What I have described here is the proposition potential investors in investment trust IPOs face. It is also why we so rarely back IPOs! The most common rebuttal to our position is that if everyone took our attitude, then investment trusts (offering access to wonderful diversifying alternative assets and providing much-needed capital to productive areas of our economy) wouldn’t exist. Nonsense. What should happen is that the chief initial beneficiaries of investment trust IPOs – the investment advisers earning the fees to manage the portfolios – bear the costs of the IPO. Why it costs 2% is a mystery to me, but it is in large part a fee to the brokers for all the work they put into launching it (which is substantial and essential). For the investment advisor managing the portfolio of the new investment trust, the business case for paying those fees is rock solid. Invest 2% up front, and in return gain a revenue stream of 1% per year for the minimum term of the initial investment contract (e.g. 5 years). I don’t need a CFA to know that 2% up front to earn 1% for the next 5 years is pretty good. And not to forget that the contract will almost certainly be renewed as long as the adviser doesn’t do a terrible job. If the investment adviser can’t afford to stump up the cash needed to ensure investors get £1 of assets for £1, surely innovative lenders could structure a loan secured against future fees?

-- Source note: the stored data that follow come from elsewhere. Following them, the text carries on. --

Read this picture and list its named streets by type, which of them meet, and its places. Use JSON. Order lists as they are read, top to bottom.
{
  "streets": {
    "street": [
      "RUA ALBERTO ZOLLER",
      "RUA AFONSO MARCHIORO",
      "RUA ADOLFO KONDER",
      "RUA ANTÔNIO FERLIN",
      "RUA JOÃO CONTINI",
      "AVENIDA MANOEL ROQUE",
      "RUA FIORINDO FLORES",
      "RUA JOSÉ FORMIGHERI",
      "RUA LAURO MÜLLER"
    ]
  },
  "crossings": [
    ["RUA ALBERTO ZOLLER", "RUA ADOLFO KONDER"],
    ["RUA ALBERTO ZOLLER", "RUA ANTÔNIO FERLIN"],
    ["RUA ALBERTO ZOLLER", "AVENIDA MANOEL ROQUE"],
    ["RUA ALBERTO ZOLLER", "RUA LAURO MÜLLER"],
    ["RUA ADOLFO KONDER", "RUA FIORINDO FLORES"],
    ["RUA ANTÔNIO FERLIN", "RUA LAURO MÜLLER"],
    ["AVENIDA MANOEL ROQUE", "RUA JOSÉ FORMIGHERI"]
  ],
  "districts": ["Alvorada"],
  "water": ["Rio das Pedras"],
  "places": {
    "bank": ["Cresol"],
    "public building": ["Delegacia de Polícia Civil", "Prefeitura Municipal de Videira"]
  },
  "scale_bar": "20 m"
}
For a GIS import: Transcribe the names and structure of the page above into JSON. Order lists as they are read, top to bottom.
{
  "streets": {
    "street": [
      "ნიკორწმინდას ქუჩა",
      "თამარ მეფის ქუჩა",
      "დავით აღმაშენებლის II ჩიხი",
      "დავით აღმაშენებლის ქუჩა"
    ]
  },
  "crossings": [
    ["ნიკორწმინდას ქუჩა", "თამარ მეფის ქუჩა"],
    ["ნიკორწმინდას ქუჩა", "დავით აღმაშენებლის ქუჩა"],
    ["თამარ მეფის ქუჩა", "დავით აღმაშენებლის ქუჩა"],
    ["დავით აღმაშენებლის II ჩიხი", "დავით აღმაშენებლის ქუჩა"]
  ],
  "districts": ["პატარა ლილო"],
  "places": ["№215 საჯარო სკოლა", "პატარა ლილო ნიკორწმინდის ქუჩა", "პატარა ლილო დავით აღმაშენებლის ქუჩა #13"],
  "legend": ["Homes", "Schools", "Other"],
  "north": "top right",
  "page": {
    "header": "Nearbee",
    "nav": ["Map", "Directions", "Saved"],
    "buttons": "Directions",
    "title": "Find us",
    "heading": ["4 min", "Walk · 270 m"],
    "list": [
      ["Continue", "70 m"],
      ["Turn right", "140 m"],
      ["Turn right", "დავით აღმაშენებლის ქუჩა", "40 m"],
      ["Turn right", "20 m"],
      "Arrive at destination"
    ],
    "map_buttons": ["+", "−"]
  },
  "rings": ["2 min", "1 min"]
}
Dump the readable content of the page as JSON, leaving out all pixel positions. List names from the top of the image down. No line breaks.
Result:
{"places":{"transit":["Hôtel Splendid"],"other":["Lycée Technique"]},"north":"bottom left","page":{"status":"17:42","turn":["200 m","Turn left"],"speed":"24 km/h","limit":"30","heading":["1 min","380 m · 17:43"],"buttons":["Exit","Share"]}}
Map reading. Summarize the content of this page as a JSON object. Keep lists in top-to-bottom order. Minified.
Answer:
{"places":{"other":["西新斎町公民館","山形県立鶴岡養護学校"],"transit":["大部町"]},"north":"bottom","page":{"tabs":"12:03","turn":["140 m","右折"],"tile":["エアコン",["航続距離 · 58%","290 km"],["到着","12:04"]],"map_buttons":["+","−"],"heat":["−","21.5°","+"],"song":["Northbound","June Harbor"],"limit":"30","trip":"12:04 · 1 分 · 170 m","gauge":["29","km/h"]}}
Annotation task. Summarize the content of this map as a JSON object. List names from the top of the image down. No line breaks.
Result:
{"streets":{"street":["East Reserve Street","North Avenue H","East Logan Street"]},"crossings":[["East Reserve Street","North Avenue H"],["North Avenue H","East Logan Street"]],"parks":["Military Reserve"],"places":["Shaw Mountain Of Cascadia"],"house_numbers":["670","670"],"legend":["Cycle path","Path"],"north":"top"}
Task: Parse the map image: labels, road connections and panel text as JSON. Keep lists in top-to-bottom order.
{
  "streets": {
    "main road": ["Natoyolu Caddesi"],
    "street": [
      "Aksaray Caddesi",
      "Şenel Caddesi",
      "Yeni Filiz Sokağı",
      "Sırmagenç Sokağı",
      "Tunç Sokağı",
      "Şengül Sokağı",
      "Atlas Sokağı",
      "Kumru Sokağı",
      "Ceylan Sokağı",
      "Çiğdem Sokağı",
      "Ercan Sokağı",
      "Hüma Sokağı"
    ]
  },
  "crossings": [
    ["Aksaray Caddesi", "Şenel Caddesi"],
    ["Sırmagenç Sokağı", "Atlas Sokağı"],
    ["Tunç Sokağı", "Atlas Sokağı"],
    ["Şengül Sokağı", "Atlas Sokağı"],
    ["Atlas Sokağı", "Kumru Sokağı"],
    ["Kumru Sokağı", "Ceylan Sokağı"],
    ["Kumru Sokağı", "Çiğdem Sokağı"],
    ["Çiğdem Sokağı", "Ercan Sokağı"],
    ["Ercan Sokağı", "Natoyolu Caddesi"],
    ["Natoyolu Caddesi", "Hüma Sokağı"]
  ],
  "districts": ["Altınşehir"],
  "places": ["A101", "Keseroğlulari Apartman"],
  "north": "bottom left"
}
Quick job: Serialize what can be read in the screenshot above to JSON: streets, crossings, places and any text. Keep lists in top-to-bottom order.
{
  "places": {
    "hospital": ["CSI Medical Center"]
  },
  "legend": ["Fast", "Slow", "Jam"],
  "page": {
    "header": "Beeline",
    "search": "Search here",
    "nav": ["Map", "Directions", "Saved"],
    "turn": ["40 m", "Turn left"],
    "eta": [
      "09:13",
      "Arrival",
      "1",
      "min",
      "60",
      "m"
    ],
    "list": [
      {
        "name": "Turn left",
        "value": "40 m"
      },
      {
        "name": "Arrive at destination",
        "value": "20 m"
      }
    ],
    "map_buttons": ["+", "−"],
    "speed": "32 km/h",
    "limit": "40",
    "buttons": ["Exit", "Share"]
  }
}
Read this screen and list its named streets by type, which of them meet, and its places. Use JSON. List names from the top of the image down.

If the investment adviser won’t pay the costs, there are so many other ways to give day one investors a better deal. Giving them subscription shares (essentially options to buy the shares at a future date at a fixed price) is an obvious way to do it. The subscription shares would obviously be dilutive (if in-the-money) but other investors shouldn’t grumble – day one investors launched the thing after all! The subscriptions shares could be structured so that day one investors’ costs (2%) would be reimbursed (and then some) should the portfolio perform in the way the investment adviser guides investors to expect. This should be standard in my eyes – and the cost of these subscription shares at launch is way less than 2% (they are hard to value, but a bit of Black-Scholes and some conservative volatility assumptions will get you a cost of far less than 1%) – and the bearer of these costs are investors who buy in the secondary market subsequent to issue, rather than the broker or investment adviser.
At Hawksmoor we do, of course, give this sort of feedback. Indeed, we’ve been consistent on this for years. Some brokers even privately agree with us. But the feedback is that next to none of our fellow investment trust investors are bothered. This is extraordinary to me. I wonder if it’s because it’s not their own money they are investing? Or is it because the institutions are so large they need the liquidity that an IPO gives them to buy the required number of shares to get positioned? Both are terrible reasons. I have also heard feedback that some of our peers don’t like subscription shares as they are too complicated or look messy on valuations. We despair!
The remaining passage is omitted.